Saved data entries:
++++++++++++++++++++
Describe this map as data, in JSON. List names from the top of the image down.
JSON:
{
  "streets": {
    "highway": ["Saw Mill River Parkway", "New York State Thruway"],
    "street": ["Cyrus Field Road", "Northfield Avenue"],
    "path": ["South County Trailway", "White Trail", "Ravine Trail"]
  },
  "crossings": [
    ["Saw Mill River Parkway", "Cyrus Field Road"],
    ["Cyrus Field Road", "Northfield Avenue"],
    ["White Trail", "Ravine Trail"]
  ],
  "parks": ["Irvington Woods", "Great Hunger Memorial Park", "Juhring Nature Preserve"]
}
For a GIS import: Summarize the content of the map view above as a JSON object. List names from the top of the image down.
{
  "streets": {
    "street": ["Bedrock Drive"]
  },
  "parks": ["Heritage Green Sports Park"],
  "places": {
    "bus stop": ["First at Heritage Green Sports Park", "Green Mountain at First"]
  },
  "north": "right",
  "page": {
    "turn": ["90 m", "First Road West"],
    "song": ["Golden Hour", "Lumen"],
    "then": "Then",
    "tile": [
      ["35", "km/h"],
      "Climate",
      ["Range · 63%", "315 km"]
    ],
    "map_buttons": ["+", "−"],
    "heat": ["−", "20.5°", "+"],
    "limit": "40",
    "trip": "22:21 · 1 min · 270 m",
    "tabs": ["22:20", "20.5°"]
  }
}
++++++++++++++++++++
* **Assignment**: A verbatim output of all the data above is needed.

* **Exercise output**:
Describe this map as data, in JSON. List names from the top of the image down.
JSON:
{
  "streets": {
    "highway": ["Saw Mill River Parkway", "New York State Thruway"],
    "street": ["Cyrus Field Road", "Northfield Avenue"],
    "path": ["South County Trailway", "White Trail", "Ravine Trail"]
  },
  "crossings": [
    ["Saw Mill River Parkway", "Cyrus Field Road"],
    ["Cyrus Field Road", "Northfield Avenue"],
    ["White Trail", "Ravine Trail"]
  ],
  "parks": ["Irvington Woods", "Great Hunger Memorial Park", "Juhring Nature Preserve"]
}
For a GIS import: Summarize the content of the map view above as a JSON object. List names from the top of the image down.
{
  "streets": {
    "street": ["Bedrock Drive"]
  },
  "parks": ["Heritage Green Sports Park"],
  "places": {
    "bus stop": ["First at Heritage Green Sports Park", "Green Mountain at First"]
  },
  "north": "right",
  "page": {
    "turn": ["90 m", "First Road West"],
    "song": ["Golden Hour", "Lumen"],
    "then": "Then",
    "tile": [
      ["35", "km/h"],
      "Climate",
      ["Range · 63%", "315 km"]
    ],
    "map_buttons": ["+", "−"],
    "heat": ["−", "20.5°", "+"],
    "limit": "40",
    "trip": "22:21 · 1 min · 270 m",
    "tabs": ["22:20", "20.5°"]
  }
}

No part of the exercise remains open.